In my real life, I’m primarily into contemporary folk music – think a lot of women with unshaved armpits with their acoustic guitars – with some classic rock and ‘80s pop thrown in for good measure. In my car, the volume’s always up, and, so long as it’s not snowing, the window down. In my car, we have dance parties.

For the last five months, I’ve been investing more time in Top 40 music, as part of my mainstream blog project (where you’ll find Mike rocking his socks off today). So it was under that lens that, about three weeks ago, I stumbled onto Whitney Houston’s latest single, “Million Dollar Bill.”

As I said in my own blog, “Million Dollar Bill” is like being transported back to 1992. (Luckily for me, fashion already made that announcement last year, and I am well stocked in leggings and oversized shirts for this adventure.) But for the woman text messaging random things in the corner of the video, and the fact that you’ve since gone through puberty, you would have no idea that any time has passed at all since Whitney’s diva noted days of The Bodyguard.

Which leads me to what happened after I posted that blog entry.

Have you suffered through this phenomenon where you’ve carted around MP3s that you downloaded when it used to take actual time to illegally download your music, but you were so excited that you were no longer taping things off the radio on your boombox that you didn’t actually care how long it took, and then all of a sudden you don’t seem to have them anymore? After listening to “Million Dollar Bill,” it came to my attention that my only remaining Whitney MP3s were “When You Believe,” the duet she did with Mariah Carey for The Prince of Egypt and “Do You Hear What I Hear?”

So, iTunes gift card in hand, I downloaded songs that would have made my pre-puberty self proud. Oh, yes, I’m talking “I Will Always Love You,” “Greatest Love of All,” “Exhale (Shoop Shoop).” Remember those dance parties in my car? Well we had a particularly nice week weather wise last week that found me window down, driving up the crowded main street of my Pittsburgh neighborhood, absolutely belting out “I Wanna Dance with Somebody.” Tuesday morning, I passed two of my friends, my hand grasping the air outside to the urgency of “Didn’t We Almost Have It All”; I have not yet heard if I had my music loud enough for them to actually hear as I drove by. I hope so.

By why this flashback? Why the Whitney, the Mariah, the Boyz II Men (not kidding, not at all)? While I made it through middle school relatively unscathed, I can categorically say I’ve never once harbored the wish to repeat even one of those days. Many things in life are layered, nuanced experiences worth examining; middle school is not one of those things. And yet I can’t take my iPod in another direction. It’s been a couple weeks since Dar Williams has had any airtime in my car, and I don’t think I’ve gone that long without listening to her in the past eight years.
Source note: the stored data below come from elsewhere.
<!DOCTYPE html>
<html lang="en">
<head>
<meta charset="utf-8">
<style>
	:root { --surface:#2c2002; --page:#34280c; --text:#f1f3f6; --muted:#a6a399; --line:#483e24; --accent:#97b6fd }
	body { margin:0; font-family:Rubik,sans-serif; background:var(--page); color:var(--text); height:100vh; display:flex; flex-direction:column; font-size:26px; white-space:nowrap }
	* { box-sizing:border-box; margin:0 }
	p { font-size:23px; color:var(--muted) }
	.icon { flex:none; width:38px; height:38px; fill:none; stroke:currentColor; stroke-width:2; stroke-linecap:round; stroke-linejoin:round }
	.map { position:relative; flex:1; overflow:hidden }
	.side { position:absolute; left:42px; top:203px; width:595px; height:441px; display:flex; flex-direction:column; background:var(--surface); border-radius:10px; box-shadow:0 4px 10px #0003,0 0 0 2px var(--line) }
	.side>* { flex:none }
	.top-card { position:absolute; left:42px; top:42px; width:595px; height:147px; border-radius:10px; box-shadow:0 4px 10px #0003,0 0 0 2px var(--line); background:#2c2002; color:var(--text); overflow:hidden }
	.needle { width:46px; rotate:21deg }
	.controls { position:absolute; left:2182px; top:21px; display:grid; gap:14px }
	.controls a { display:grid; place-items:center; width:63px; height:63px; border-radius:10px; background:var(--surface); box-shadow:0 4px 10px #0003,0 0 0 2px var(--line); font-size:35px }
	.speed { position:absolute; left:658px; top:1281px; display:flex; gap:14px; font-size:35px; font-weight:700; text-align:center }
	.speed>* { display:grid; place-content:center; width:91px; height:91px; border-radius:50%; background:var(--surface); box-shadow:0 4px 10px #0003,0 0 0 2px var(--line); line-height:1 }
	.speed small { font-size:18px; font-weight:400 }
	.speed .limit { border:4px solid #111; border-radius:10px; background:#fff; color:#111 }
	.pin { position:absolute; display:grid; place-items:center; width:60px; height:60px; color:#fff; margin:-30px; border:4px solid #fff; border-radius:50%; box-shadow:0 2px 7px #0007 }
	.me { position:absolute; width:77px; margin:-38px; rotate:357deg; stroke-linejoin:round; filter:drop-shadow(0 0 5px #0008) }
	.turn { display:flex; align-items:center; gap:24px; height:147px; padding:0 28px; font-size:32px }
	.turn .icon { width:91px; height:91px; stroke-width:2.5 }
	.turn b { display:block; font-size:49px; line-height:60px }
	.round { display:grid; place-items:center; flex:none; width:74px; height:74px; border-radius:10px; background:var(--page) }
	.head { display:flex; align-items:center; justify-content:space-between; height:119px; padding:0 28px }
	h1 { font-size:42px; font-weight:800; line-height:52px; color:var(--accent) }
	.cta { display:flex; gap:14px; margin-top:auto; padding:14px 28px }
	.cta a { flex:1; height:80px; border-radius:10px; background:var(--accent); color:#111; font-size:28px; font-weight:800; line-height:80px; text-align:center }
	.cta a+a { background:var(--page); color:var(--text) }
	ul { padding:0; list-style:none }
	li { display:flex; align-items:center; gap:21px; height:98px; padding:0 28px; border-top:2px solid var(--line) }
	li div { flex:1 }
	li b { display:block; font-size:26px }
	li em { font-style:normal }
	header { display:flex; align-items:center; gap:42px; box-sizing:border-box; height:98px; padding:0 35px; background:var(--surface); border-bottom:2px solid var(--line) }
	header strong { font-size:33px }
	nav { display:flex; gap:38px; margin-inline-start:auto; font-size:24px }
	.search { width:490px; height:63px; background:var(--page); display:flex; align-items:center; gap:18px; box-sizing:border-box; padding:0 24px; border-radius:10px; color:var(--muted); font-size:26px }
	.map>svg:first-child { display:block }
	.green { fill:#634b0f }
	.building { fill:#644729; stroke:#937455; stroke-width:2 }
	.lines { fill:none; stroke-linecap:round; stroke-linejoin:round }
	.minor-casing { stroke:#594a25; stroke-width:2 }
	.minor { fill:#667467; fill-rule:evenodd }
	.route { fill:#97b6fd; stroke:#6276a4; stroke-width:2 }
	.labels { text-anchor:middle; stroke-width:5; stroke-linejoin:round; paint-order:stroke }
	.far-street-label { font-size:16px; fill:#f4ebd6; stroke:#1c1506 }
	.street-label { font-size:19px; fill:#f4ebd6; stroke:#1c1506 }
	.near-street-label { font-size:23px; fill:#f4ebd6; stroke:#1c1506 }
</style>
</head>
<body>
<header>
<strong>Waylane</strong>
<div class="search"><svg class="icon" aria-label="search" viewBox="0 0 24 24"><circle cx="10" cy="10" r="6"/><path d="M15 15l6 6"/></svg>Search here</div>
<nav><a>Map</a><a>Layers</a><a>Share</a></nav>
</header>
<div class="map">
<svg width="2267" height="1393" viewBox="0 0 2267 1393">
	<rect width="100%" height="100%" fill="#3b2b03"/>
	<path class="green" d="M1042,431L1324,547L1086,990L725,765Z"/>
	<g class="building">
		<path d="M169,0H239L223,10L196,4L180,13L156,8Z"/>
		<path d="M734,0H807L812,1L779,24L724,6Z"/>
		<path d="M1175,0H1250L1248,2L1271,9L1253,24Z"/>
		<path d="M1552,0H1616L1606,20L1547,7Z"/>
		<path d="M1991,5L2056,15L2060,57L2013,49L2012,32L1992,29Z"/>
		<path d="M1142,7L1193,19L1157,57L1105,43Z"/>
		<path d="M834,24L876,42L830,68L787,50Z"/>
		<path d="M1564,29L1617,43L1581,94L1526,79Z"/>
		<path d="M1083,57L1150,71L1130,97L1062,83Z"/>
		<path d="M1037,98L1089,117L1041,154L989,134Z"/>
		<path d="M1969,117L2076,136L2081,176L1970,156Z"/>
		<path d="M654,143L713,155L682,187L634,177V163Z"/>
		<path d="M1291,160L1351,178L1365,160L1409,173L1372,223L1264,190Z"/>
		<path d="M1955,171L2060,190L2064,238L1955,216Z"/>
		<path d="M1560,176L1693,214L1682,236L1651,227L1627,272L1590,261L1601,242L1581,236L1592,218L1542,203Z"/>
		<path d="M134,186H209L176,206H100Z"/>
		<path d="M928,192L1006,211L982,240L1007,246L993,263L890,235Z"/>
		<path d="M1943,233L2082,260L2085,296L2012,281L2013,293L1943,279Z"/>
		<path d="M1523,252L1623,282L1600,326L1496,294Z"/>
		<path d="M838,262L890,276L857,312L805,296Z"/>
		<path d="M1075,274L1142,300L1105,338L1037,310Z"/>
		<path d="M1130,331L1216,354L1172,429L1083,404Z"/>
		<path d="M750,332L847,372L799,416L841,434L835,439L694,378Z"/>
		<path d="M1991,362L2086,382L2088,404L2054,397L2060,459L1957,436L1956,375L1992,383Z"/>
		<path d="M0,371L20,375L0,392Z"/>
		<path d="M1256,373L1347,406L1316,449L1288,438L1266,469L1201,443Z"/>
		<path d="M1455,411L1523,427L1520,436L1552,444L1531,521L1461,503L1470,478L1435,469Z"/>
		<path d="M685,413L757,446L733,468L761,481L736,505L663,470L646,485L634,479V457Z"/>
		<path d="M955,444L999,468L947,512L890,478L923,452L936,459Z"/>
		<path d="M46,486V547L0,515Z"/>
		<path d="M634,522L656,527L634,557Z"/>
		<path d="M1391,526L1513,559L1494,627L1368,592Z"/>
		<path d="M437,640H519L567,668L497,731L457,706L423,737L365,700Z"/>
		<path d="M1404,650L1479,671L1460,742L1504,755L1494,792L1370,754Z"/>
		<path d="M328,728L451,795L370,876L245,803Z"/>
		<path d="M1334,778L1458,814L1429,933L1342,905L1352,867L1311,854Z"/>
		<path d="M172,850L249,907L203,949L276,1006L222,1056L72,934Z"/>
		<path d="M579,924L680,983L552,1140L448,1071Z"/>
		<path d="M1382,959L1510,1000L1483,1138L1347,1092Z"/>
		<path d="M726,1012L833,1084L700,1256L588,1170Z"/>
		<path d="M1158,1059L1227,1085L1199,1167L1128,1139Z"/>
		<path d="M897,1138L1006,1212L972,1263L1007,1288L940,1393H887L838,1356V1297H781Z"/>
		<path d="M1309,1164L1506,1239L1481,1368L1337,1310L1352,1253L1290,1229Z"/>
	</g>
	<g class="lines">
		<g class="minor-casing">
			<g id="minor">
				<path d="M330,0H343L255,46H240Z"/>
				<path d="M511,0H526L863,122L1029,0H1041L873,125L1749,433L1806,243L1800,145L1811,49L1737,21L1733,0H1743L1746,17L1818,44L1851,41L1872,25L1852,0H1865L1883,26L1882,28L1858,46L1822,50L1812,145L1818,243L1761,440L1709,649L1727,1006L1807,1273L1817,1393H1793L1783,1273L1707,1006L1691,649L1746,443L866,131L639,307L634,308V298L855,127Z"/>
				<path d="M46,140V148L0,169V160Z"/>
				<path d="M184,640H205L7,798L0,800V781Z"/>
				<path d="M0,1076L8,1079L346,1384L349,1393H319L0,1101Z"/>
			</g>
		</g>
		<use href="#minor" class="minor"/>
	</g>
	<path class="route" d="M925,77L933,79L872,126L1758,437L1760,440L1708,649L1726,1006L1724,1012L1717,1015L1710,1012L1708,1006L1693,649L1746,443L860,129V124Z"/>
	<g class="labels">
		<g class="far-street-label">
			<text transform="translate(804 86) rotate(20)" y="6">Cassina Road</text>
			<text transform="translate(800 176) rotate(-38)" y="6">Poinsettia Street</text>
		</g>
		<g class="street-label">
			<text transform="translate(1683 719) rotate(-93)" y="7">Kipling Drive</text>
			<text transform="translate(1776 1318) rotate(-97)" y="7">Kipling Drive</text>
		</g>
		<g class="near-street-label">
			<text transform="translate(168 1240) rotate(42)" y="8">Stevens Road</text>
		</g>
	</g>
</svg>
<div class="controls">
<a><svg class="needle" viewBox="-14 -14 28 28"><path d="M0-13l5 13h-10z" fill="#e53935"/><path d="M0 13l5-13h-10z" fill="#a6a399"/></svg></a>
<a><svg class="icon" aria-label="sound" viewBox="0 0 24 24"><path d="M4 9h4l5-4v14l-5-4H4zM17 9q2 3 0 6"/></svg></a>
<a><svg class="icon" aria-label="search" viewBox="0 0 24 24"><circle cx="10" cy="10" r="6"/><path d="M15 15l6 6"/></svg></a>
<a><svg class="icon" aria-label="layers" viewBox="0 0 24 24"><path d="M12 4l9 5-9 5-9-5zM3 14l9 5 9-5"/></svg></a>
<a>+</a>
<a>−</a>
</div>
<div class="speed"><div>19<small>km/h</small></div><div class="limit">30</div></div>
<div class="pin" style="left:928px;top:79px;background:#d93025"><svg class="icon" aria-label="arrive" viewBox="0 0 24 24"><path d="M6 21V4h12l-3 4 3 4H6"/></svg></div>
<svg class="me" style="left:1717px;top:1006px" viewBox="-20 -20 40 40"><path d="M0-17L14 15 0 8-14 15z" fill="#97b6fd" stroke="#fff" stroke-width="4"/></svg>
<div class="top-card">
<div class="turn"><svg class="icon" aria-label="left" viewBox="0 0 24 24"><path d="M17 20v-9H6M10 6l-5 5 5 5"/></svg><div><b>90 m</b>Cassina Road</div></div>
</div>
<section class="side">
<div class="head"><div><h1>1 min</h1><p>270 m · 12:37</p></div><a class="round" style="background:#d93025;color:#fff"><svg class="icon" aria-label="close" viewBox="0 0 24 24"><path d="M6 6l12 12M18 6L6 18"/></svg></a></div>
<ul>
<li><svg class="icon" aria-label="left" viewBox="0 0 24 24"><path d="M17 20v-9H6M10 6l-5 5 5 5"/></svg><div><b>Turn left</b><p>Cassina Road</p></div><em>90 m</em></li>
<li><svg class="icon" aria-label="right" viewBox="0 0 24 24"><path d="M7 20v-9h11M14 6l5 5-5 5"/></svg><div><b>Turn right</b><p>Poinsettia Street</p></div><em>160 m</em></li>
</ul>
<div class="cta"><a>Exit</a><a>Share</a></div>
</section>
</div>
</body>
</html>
And soon, it will be Christmas time. (Christmas music, in my life, does not start until Black Friday.) And, at Christmas, Whitney and Mariah have always reigned supreme. Maybe by the New Year, I’ll understand this need to fall into the bottomless notes of these women, the soulful rhythms of those men, and maybe the phase will have passed altogether. But, for now, it’s nice to know “Count on Me” has not been lost to the dust of my hard drive.

2 comments:

Holly said...

I love this post. I have a special folder of all the songs I downloaded when I was in middle school and high school. It's full of TLC, Spice Girls, Less Than Jake--classics from 1998. In fact, a few weeks ago, I found a homemade CD of the songs, complete with a printed label that I colored myself. It was awesome.

It's really neat how music can transport you back years.

Mike said...

I agree Holly, the sense of nostalgia that comes from old jams it a beautiful thing. I especially love hearing old mixes I made, mostly because I love remembering what was in my head when I sequenced it. Music's a powerful time machine....maybe even more-so than the DeLorean.